The alliance of 14 political parties began the indefinite, nationwide strike and blockade on Sunday in an effort to force the removal of election officials, who they say are biased toward former prime minister Khaleda Zia's ruling coalition, ahead of January elections.
Late on Wednesday, Awami League chief Sheikh Hasina, who was the main opposition leader during Zia's tenure, announced the suspension of the protests from yesterday, but said they would resume on Monday unless the alliance's demands were met.
Tens of thousands of alliance supporters had blocked main roads and rail lines across the country since Sunday, practically shutting down Bangladesh's sea ports, isolating the capital and leading to street clashes with Zia's supporters and police that left at least two dead.
Business leaders welcomed the suspension of the strike, which they said was inching the impoverished country's economy toward the brink of collapse.
"We definitely appreciate the decision. It's good for the country and the economy," Mir Nasir Hossain, president of the Federation of Bangladesh Chambers of Commerce and Industry, said on Wednesday.
S.M. Fazlul Haque, president of the Bangladesh Garment Manufacturers and Exporters Association said the blockade had created "deplorable conditions" in the garment sector, the country's main export commodity.

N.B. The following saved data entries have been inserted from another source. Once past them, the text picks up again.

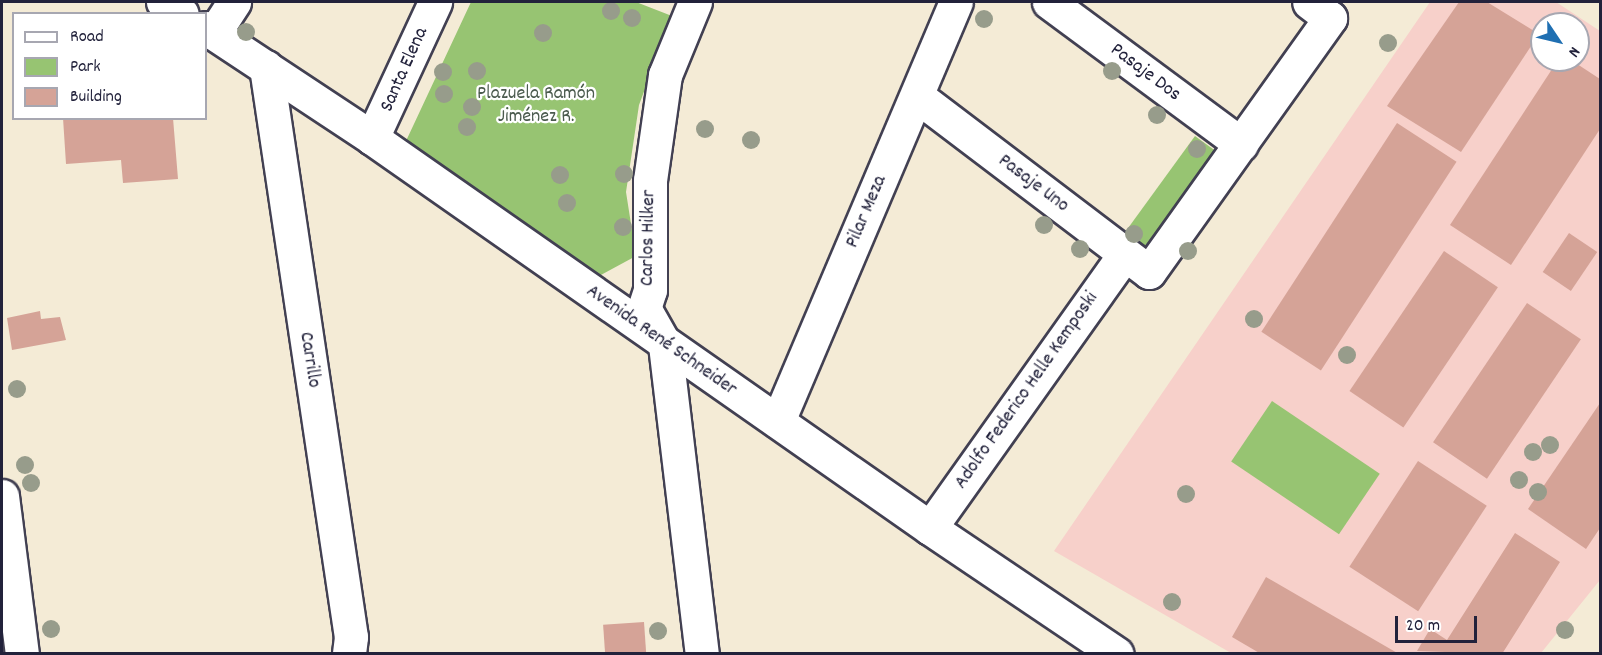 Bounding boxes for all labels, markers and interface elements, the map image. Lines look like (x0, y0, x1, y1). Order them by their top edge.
legend (12, 12, 207, 120)
north arrow (1530, 12, 1590, 72)
street label: Santa Elena (376, 24, 434, 116)
text: Road (70, 25, 104, 50)
street label: Pasaje Dos (1105, 39, 1185, 107)
text: N (1562, 42, 1585, 61)
text: Park (70, 55, 101, 80)
park label: Plazuela Ramón Jiménez R. (477, 83, 595, 130)
text: Building (70, 85, 122, 110)
street label: Pasaje Uno (993, 150, 1073, 218)
street label: Pilar Meza (841, 172, 893, 252)
street label: Carlos Hilker (636, 190, 662, 286)
street label: Avenida René Schneider (581, 280, 741, 402)
street label: Adolfo Federico Helle Kemposki (950, 288, 1104, 494)
street label: Carrillo (293, 330, 325, 390)
scale bar (1398, 604, 1480, 642)
text: 20 m (1406, 614, 1440, 639) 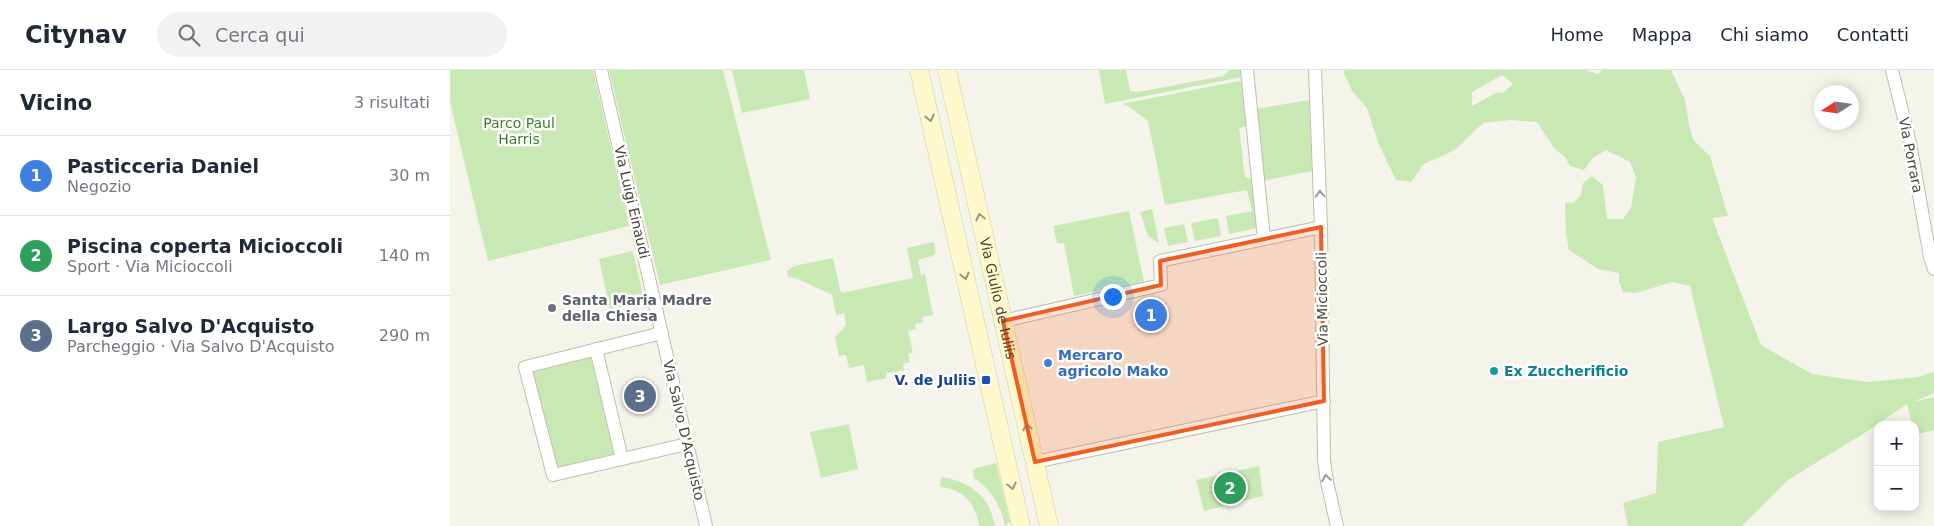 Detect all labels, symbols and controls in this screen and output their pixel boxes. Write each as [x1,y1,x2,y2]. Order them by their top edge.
search box [157,12,507,57]
text: Citynav [25,21,127,49]
icon: search [175,21,203,49]
text: Cerca qui [215,24,305,46]
text: Home [1551,24,1604,45]
text: Mappa [1632,24,1692,45]
text: Chi siamo [1720,24,1809,45]
text: Contatti [1837,24,1909,45]
north arrow [1814,85,1859,130]
text: Vicino [20,91,92,115]
text: 3 risultati [354,93,430,112]
one-way arrow [924,113,935,122]
park label: Parco Paul Harris [483,115,555,147]
street label: Via Porrara [1896,116,1926,194]
street label: Via Luigi Einaudi [611,144,653,260]
text: Pasticceria Daniel [67,155,259,177]
text: 1 [30,166,42,185]
text: 30 m [389,166,430,185]
text: Negozio [67,177,131,196]
one-way arrow [1314,189,1325,197]
one-way arrow [975,213,986,222]
text: Piscina coperta Micioccoli [67,235,343,257]
street label: Via Giulio de Iuliis [977,236,1019,361]
text: 2 [30,246,42,265]
text: 140 m [379,246,430,265]
street label: Via Micioccoli [1313,252,1331,346]
text: Sport · Via Micioccoli [67,257,233,276]
one-way arrow [959,272,970,281]
your location [1100,284,1126,310]
place label: Santa Maria Madre della Chiesa [562,292,712,324]
pin: 1 [1135,296,1167,334]
marker: Santa Maria Madre della Chiesa [546,302,558,314]
text: Largo Salvo D'Acquisto [67,315,314,337]
text: 3 [30,326,42,345]
text: 290 m [379,326,430,345]
text: Parcheggio · Via Salvo D'Acquisto [67,337,335,356]
place label: Mercaro agricolo Mako [1058,347,1169,379]
marker: Mercaro agricolo Mako [1042,357,1054,369]
street label: Via Salvo D'Acquisto [660,358,708,502]
place label: Ex Zuccherificio [1504,363,1629,379]
marker: Ex Zuccherificio [1488,365,1500,377]
place label: V. de Juliis [894,372,976,388]
marker: V. de Juliis [980,374,992,386]
pin: 3 [624,377,656,415]
map controls [1874,421,1919,511]
button: + [1874,421,1919,466]
one-way arrow [1022,423,1033,432]
button: − [1874,466,1919,511]
pin: 2 [1214,469,1246,507]
one-way arrow [1322,474,1332,483]
one-way arrow [1006,482,1017,490]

A delegation of business leaders on Tuesday met the country's interim leader President Iajuddin Ahmed and Hasina, urging them to take steps to bring an end to the political impasse.
Advisers to a caretaker government tasked to oversee elections also held talks on Monday and Tuesday with major political parties to try to end the standoff.
They planned to hold further talks to attempt to reach a consensus, interim government spokesman Akbar Ali Khan said.
Most stores and schools remained closed on Wednesday, and with public transport off the roads, commuters used pedal rickshaws or three-wheel taxis to get to work.
About 15,000 security forces were deployed in Dhaka to maintain peace.
The opposition is demanding the removal of four top Election Commission officials, accusing them of bias toward the government of Zia, who completed her five-year term as prime minister on Oct. 29. The commissioners deny the allegation and have refused to resign.
Bangladesh has a history of political violence. The South Asian nation has witnessed two presidents slain in military coups and 19 other failed coup attempts since it gained independence from Pakistan in 1971.